Wendy Smith, University of Nebraska-Lincoln
Dana Franz, Mississippi State University
Change efforts are complex and are driven by the people involved. Since 2012, we have worked with 118 change teams of varying sizes and durations, and realized that 100% of the change teams had to grapple with turnover in change agents, administrators, or even the institutions involved. A crucial aspect of sustaining change efforts is how change leaders plan for that turnover. Sometimes turnover is known in advance (e.g., upcoming retirements) but other times turnover is unexpected. When people or partners turnover, change efforts can grow, maintain, or fizzle out. Planning for turnover is essential to maintaining or growing change efforts, and those plans need to account for the different types of turnover an effort might encounter. No change leaders can plan for every contingency, but change leaders can put systems and processes in place to help avoid change efforts fizzling out when a key person leaves. The poster will invite viewers to reflect on key areas of planning for turnover: documentation, culture, processes, and communication.

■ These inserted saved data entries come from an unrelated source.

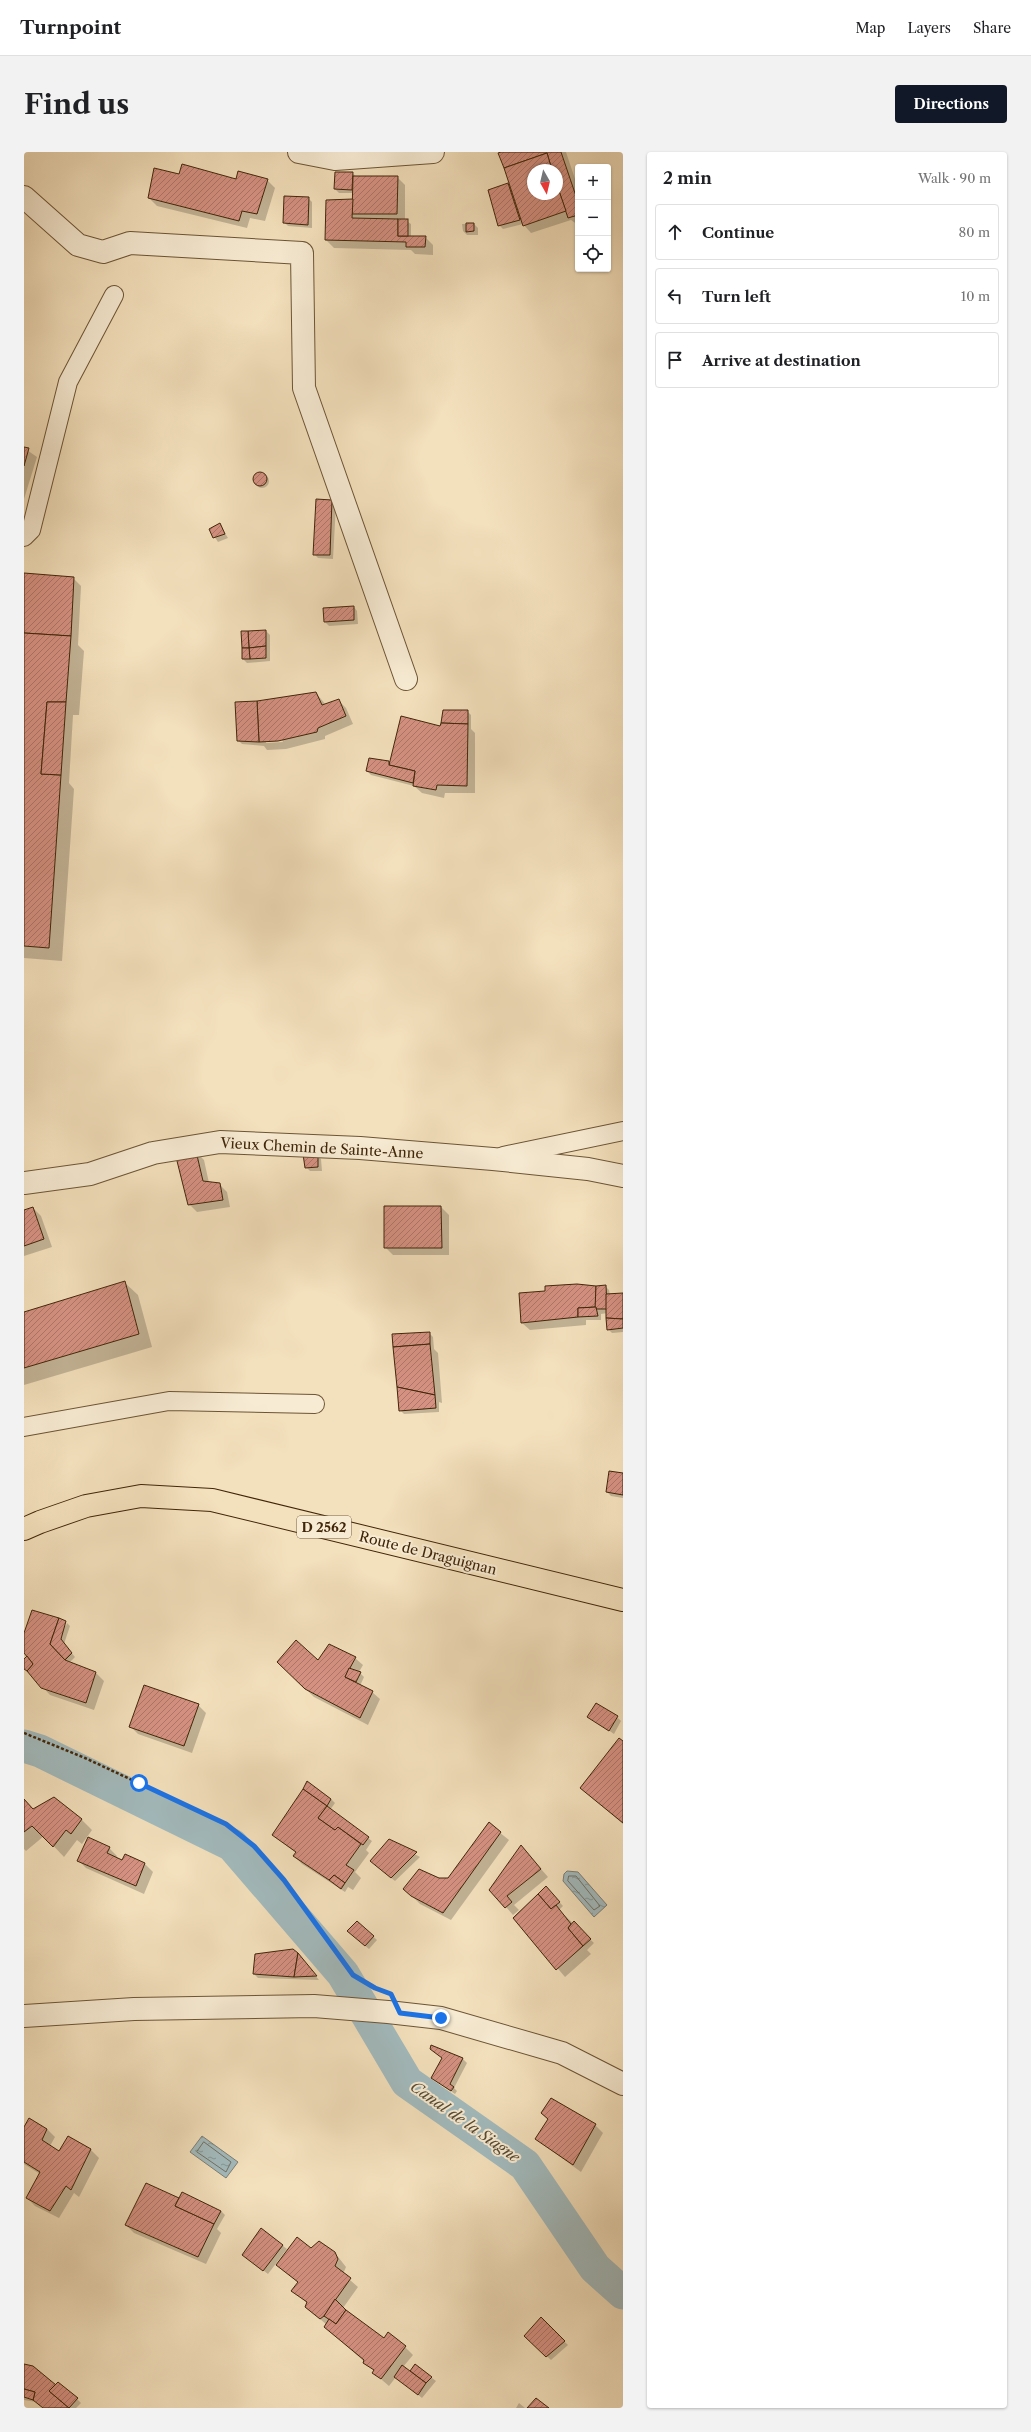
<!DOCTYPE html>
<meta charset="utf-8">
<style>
body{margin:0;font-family:"Libre Caslon Text",serif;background:#f2f2f2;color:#202124}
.controls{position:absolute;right:12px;top:12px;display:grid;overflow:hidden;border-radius:4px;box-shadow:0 1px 3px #0004}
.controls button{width:36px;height:36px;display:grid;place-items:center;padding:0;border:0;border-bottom:1px solid #e0e0e0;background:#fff;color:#202124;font:20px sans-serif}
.compass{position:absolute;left:503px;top:12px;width:36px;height:36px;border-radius:50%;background:#fff;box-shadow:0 1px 3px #0004;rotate:172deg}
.stop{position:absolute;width:12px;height:12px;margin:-9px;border:3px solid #1a73e8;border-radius:50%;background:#fff}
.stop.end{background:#1a73e8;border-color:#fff;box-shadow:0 1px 4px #0008}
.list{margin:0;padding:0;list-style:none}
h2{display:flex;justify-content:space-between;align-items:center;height:52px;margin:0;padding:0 16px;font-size:17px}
h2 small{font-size:13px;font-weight:400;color:#757577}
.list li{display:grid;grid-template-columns:26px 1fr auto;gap:12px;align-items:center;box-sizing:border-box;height:56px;margin:0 8px 8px;padding:0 8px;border:1px solid #e0e0e0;border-radius:4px}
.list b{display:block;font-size:15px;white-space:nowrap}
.list em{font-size:13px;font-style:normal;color:#757577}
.icon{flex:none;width:22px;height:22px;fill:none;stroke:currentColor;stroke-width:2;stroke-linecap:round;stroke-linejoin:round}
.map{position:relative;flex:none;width:599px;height:2256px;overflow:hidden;border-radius:4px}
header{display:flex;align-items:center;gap:24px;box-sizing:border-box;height:56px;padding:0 20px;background:#fff;border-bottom:1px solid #e0e0e0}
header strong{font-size:19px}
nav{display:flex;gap:22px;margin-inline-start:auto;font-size:14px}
.intro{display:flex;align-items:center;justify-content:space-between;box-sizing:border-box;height:96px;padding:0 24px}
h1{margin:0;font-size:28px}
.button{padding:10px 18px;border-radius:4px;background:#111827;color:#fff;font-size:14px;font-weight:700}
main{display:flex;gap:24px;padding:0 24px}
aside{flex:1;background:#fff;border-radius:4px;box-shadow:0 1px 3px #0004}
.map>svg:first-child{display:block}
.water{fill:url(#water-ripples);stroke:#7b7e75}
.shadow{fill:#0003;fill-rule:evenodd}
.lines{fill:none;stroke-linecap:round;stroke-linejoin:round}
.shore{stroke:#717062;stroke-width:1}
.canal{stroke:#a2babd;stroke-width:33}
.building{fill:url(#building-hatch);stroke:#402508}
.service-casing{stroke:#6d5435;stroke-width:20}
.minor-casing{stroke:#6d5435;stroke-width:24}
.primary-casing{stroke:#402508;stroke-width:24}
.path{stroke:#402508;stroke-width:2.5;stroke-dasharray:3 2;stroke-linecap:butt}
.service{stroke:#f7ebd3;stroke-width:18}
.minor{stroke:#f7ebd3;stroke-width:22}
.primary{stroke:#f3e0bc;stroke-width:22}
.route{stroke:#1a73e8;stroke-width:5}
.labels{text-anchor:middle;stroke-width:4;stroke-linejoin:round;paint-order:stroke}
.shield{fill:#f7ebd3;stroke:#776045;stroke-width:1}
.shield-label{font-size:13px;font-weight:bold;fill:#402508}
.street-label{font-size:14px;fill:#402508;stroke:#f7ebd3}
.water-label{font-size:15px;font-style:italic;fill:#584a35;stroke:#f7ebd3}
</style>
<header>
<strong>Turnpoint</strong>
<nav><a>Map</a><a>Layers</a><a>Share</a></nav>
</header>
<div class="intro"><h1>Find us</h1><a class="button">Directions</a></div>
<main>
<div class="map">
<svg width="599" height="2256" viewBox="0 0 599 2256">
<defs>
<pattern id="water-ripples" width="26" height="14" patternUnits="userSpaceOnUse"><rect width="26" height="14" fill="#a2babd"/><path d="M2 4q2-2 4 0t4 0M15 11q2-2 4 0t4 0" fill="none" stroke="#859798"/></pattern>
<pattern id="building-hatch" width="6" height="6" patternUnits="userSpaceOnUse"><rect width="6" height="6" fill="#d59182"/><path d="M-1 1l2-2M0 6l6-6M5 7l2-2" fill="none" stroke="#ae7668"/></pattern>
</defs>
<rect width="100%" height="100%" fill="#f3e0bc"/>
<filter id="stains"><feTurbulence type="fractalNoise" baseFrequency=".005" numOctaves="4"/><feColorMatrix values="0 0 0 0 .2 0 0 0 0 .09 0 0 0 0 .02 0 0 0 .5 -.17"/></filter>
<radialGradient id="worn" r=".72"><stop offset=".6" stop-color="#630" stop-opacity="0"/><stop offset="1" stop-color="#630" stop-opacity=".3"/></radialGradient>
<g class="water">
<path d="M543,1719L554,1720L583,1753L570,1765L539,1729L540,1722Z"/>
<path d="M178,1984L214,2010L202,2026L166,2000Z"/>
</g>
<g class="shadow">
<path d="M481,0H542L554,36V73L547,68L507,81L499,72L479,77L475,73L484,32L487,35ZM509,18H533V42H509Z"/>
<path d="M311,21H328L333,25H373L381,33V68L387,72V85H401L409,93V103L391,102L387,98L310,96L302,88L330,48V41H315L311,37Z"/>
<path d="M155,23L243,28L251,36L241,69L226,66L223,76L133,54L125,46Z"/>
<path d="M284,46L288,50V76L264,74L260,70Z"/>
<path d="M438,72H450L454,76V83H443L439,79Z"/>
<path d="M0,296L13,305L0,347Z"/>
<circle cx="238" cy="329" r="7"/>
<path d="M308,349L312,353L309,407L294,406L290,402Z"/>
<path d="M196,373L204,386L194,390L186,378Z"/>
<path d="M0,422L49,426L57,434L54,493L60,499L55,563H49L45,631L50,637L38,809L0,806Z"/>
<path d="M330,455L333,459L334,472L305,474L301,470Z"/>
<path d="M242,479L246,483V509L223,511L219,507Z"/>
<path d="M292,541L302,553L314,548L322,556L329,572L301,584V587L262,597L243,598L240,594L218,592L214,588L233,550ZM258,588L259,590L242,591V589Z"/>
<path d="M443,559L447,563V577L451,581V641H421L420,646L398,641L390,634L347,623L343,619L365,610L366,612Z"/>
<path d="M172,1000L180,1008L185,1031L195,1032L203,1040L206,1055L173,1060L165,1052Z"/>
<path d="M293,1003L297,1007L298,1019H286L282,1015Z"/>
<path d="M417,1055L425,1063V1103H369L361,1095Z"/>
<path d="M9,1056L17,1064L28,1095L0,1104V1059Z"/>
<path d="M100,1130L114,1143L128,1195L0,1233V1161Z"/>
<path d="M581,1134L585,1138L586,1143L599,1142V1180L588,1181L584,1177V1161L577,1162V1168H562V1173L506,1178L498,1171L572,1135Z"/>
<path d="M405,1181L409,1185L410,1197L414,1201L418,1251L415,1250V1260L380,1262L376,1258Z"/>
<path d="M599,1322V1346L587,1344L583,1340Z"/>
<path d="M43,1471L46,1474L40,1492L51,1505L45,1511L72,1521L80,1529L70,1558L26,1543L0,1515V1508L4,1504L0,1500V1484L40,1472L42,1474Z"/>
<path d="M331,1506L339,1513L335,1520L340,1525L336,1534L348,1540L356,1547L344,1573L290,1545L254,1510Z"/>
<path d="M174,1553L182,1561L168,1601L114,1582L106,1574Z"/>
<path d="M565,1565H593L597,1569L590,1582Z"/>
<path d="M599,1590V1672L557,1636Z"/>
<path d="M307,1647L311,1651L306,1658L348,1689L342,1698L345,1701L331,1720L337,1726L329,1738L324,1735L321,1740L278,1712L270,1704L272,1701L249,1683Z"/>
<path d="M0,1648L10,1658L57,1667L68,1678L58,1692L53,1688L40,1705L20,1684L2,1699L0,1697Z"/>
<path d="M465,1672L485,1688L427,1768L396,1752L388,1744L414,1727H425Z"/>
<path d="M365,1688L396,1705L371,1729L351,1713Z"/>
<path d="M497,1694L524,1725L490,1753L495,1758L489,1763L467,1738Z"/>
<path d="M85,1696L93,1704L92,1706L99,1709L101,1704L121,1712L129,1720L120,1742L62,1716L54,1708Z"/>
<path d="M526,1740L539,1754L535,1758L570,1791L563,1798L567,1802L541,1825L491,1766Z"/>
<path d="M333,1770L353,1788L345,1797L328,1783Z"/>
<path d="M273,1802L295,1828L234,1826L230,1822Z"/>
<path d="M408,1894L439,1907L443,1911L430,1936L433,1939L431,1942L408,1926L419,1906L407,1897Z"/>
<path d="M527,1947L571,1973L579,1981L557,2020L512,1987L524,1968L518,1961Z"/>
<path d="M6,1968L23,1977L31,1985L26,1994L35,2000L45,1985L67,1998L75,2006L55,2045L50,2041L35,2066L11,2054L3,2046L16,2022L0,2012V1977Z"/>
<path d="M155,2047L197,2059L201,2063L193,2077L197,2081L182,2112L110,2081L102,2073Z"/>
<path d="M237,2077L263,2097L244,2122L219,2103Z"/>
<path d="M287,2097L311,2101L322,2115L319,2122L334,2135L319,2156L360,2187L381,2195L389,2203L379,2215L387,2221L391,2213L412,2229L398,2246L372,2225L365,2234L358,2228L351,2219L301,2175L303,2173L282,2155L284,2152L269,2138L274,2131L254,2113Z"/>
<path d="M517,2167L544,2193L527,2208L505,2188Z"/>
<path d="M0,2214L53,2247L57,2251L52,2256H19L12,2250L0,2248Z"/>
<path d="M495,2251L501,2256H492Z"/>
</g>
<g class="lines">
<g class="shore">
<path d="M545,1724H552L576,1754L570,1758L544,1729Z"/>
<path d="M180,1990L207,2010L202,2020L173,2000Z"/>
</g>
<path class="canal" d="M0,1594L16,1599L208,1693L319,1822L383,1930L501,2013L571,2116L599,2141"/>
</g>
<g class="building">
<path d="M477,0H537L554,50V63L544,66L533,33V18H528L523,1L480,16L474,1Z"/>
<path d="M523,1L528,18H509V42H533V33L542,59L499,74L480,16Z"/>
<path d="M158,12L212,27L214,19L244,27L233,62L218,59L215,69L124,46L130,16L155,22Z"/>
<path d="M311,20H329L328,38L310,37Z"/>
<path d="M329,24H374L373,62H328Z"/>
<path d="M484,31L496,68L474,74L464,38Z"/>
<path d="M260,44L285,45L284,73L259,71Z"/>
<path d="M329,47L328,66L374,67V84H402L401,95H382V90L301,88L302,48Z"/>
<rect x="374" y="67" width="10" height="17"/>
<path d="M442,71H450V79L442,80Z"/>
<path d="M0,295L5,296L0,314Z"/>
<circle cx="236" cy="327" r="7"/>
<path d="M292,347L308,348L306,403H289Z"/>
<path d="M196,371L201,382L189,386L185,377Z"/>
<path d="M0,421L50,425L47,484L0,481Z"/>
<path d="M330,454V468L300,470L299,456Z"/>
<path d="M242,478V494L225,496L224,479Z"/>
<path d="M217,479H224L225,496H218Z"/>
<path d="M0,481L47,484L42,550H23L17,622L37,623L25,796L0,794Z"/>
<path d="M242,494V506L226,507L225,496Z"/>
<path d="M218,496H225L226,507H218Z"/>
<path d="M292,540L298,553L315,547L322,564L294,576L293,580L254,589L235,590L233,549Z"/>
<path d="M233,549L235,590L213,589L211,550Z"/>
<path d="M23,550H42L37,623L17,622Z"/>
<path d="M419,558H444V572L417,571Z"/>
<path d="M377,564L416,574L417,571L444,572L443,634L413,633L412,638L389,634L391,619L365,613Z"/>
<path d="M345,606L365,609V613L391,619L389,631L342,619Z"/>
<path d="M172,999L179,1029L196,1031L199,1048L164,1053L151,1001Z"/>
<path d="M279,1002H294V1015L281,1016Z"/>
<path d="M360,1054H417L418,1096H360Z"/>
<path d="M9,1055L20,1087L0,1094V1058Z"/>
<path d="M101,1129L115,1182L0,1216V1160Z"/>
<path d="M553,1132L572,1134V1155L554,1156V1165L497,1171L495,1141L521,1139V1134Z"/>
<path d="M582,1133L583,1157H571L572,1134Z"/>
<path d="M599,1141V1167L582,1166V1142Z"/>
<path d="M572,1155L574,1164L554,1165V1156Z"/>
<path d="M582,1166L599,1167V1176L583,1178Z"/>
<path d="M406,1180V1192L369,1195L368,1182Z"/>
<path d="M406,1192L411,1243L373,1235L369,1195Z"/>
<path d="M373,1235L411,1243L412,1256L375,1259Z"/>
<path d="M585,1319L599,1321V1343L582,1340Z"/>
<path d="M8,1458L35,1466L26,1492L41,1508L72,1520L62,1551L17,1536L3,1519L9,1512L0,1501V1481Z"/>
<path d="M35,1466L42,1469L37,1487L48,1501L41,1508L26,1492Z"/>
<path d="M272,1488L294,1508L305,1492L332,1505L321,1525L349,1539L336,1566L281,1537L253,1510Z"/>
<path d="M3,1504L9,1512L3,1519L0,1517V1507Z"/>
<path d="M325,1516L337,1520L332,1530L321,1525Z"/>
<path d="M120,1533L175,1552L160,1594L105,1575Z"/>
<path d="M572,1551L594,1564L585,1579L563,1565Z"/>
<path d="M595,1586L599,1589V1671L556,1636Z"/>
<path d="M283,1629L307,1647L303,1654L279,1637Z"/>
<path d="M279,1637L303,1654L294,1666L311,1678L314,1675L337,1692L322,1713L330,1718L321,1731L310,1723L305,1728L269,1704L272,1700L248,1683Z"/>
<path d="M30,1645L58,1667L47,1682L42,1678L29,1695L8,1674L0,1680V1647L9,1657Z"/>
<path d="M303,1654L345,1685L339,1693L314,1675L311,1678L294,1666Z"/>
<path d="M465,1670L477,1680L419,1761L387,1744L379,1737L395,1717L415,1726H424Z"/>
<path d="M64,1685L86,1695L83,1701L98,1708L101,1702L121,1711L112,1734L53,1709Z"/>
<path d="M365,1687L393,1700L367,1726L346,1709Z"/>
<path d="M497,1693L517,1717L483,1744L488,1750L481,1756L465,1738Z"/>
<path d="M310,1723L321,1731L317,1737L305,1728Z"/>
<path d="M522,1734L536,1750L527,1757L514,1742Z"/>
<path d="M514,1742L527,1757L532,1753L547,1772L544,1776L559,1794L532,1818L489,1766Z"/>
<path d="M333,1769L350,1784L341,1794L323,1779Z"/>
<path d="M550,1769L567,1787L559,1794L544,1776Z"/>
<path d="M269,1797L274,1801L270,1825L229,1822L231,1802Z"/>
<path d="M274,1801L293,1824L270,1825Z"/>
<path d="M407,1893L439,1906L426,1932L430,1935L427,1939L407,1926L418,1906L406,1897Z"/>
<path d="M527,1946L572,1972L549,2013L511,1987L524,1967L517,1961Z"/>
<path d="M5,1966L23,1977L18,1988L35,1999L44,1984L67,1997L47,2038L42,2034L26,2059L2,2046L16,2020L0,2010V1975Z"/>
<path d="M122,2031L155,2046L151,2054L190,2072L174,2105L101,2073Z"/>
<path d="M158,2040L197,2059L190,2072L151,2054Z"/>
<path d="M237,2076L259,2093L239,2119L218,2103Z"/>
<path d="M273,2085L287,2096L295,2089L311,2100L314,2107L311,2114L327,2126L300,2164L296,2167L281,2155L283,2150L267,2139L274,2130L252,2113Z"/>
<path d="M311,2147L322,2158L312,2172L300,2164Z"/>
<path d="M322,2158L360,2186L364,2180L382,2194L357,2227L348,2221L350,2218L339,2211L340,2208L300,2175L305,2167L312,2172Z"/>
<path d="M517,2165L541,2189L522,2205L500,2184Z"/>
<path d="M0,2212L9,2214L32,2233L25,2239L45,2256H19L9,2248L11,2240L0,2237Z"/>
<path d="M391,2212L408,2225L402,2231L386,2219Z"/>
<path d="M378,2213L402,2231L394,2243L370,2225Z"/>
<path d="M34,2230L54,2246L45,2256L25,2239Z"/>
<path d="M0,2237L11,2240L9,2248L0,2245Z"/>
<path d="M512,2246L525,2256H503Z"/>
</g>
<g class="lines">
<g class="service-casing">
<g id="service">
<path d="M0,385L7,378L44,230L90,143"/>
<path d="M479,1004L599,979"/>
<path d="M0,1275L145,1249L291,1252"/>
</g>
</g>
<g class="minor-casing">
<g id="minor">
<path d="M275,0L311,7L409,0"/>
<path d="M0,45L54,93L79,100L106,91L278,101L280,236L382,527"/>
<path d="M0,1031L66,1022L129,1001L196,990L336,996L469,1007L564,1017L599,1024"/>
<path d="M0,1864L110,1857L290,1854L364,1860L417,1866L538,1901L599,1932"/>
</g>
</g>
<g class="primary-casing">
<path id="primary" d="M0,1377L16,1370L62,1354L117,1344L188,1348L599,1448"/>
</g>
<path class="path" d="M0,1581L61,1606L202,1672L230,1694L260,1728L329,1823L339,1829"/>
<use href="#service" class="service"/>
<use href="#minor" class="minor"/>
<use href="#primary" class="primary"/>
</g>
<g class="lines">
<path class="route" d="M115,1631L202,1672L230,1694L260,1728L329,1823L351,1836L367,1842L376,1861L417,1866"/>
</g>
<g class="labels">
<rect class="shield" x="273" y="1364" width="54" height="22" rx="3"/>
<g class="shield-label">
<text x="300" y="1380">D 2562</text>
</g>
<g class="street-label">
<text transform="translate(298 996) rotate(3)" y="5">Vieux Chemin de Sainte-Anne</text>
<text transform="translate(404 1401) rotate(14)" y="5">Route de Draguignan</text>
</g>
<g class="water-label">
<text transform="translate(441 1970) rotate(35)" y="5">Canal de la Siagne</text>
</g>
</g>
<rect width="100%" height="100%" filter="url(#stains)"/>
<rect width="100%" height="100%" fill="url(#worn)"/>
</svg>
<div class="controls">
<button>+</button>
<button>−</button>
<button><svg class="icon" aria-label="locate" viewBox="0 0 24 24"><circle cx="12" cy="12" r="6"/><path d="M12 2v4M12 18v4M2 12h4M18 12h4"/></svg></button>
</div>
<svg class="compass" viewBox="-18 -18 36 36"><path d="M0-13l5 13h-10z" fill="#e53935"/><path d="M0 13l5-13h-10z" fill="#757577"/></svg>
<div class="stop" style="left:115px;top:1631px"></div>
<div class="stop end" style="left:417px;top:1866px"></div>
</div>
<aside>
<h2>2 min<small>Walk · 90 m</small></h2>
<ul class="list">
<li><svg class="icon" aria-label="ahead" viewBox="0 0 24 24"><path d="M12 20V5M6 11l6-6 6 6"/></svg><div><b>Continue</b></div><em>80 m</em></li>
<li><svg class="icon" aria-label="left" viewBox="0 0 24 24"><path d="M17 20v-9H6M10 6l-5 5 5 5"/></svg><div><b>Turn left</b></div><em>10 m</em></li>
<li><svg class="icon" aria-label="arrive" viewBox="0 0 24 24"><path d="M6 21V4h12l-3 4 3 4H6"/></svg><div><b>Arrive at destination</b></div></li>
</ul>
</aside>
</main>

Documentation strategies include organizing project documents (notes, files, products) and maintaining a comprehensive and comprehensible directory, along with determining who should have access to what. Culture strategies include establishing community agreements for how the change group interacts (norms), handles conflict, and hears from relevant constituent groups. Process strategies include regular revisiting of change efforts aims and strategies, particularly making space for new partners to influence those goals, bringing their expertise and interests to the change effort. Effective communication strategies are the heartbeat of any change efforts; sustainability strategies include ensuring relevant participants receive appropriate communications, transparency in decision-making, and making space for different types of communication (verbal, in writing). The research we will share comes from all types of institutions from community colleges to research-focused universities, and spans single and multi-institutional change efforts.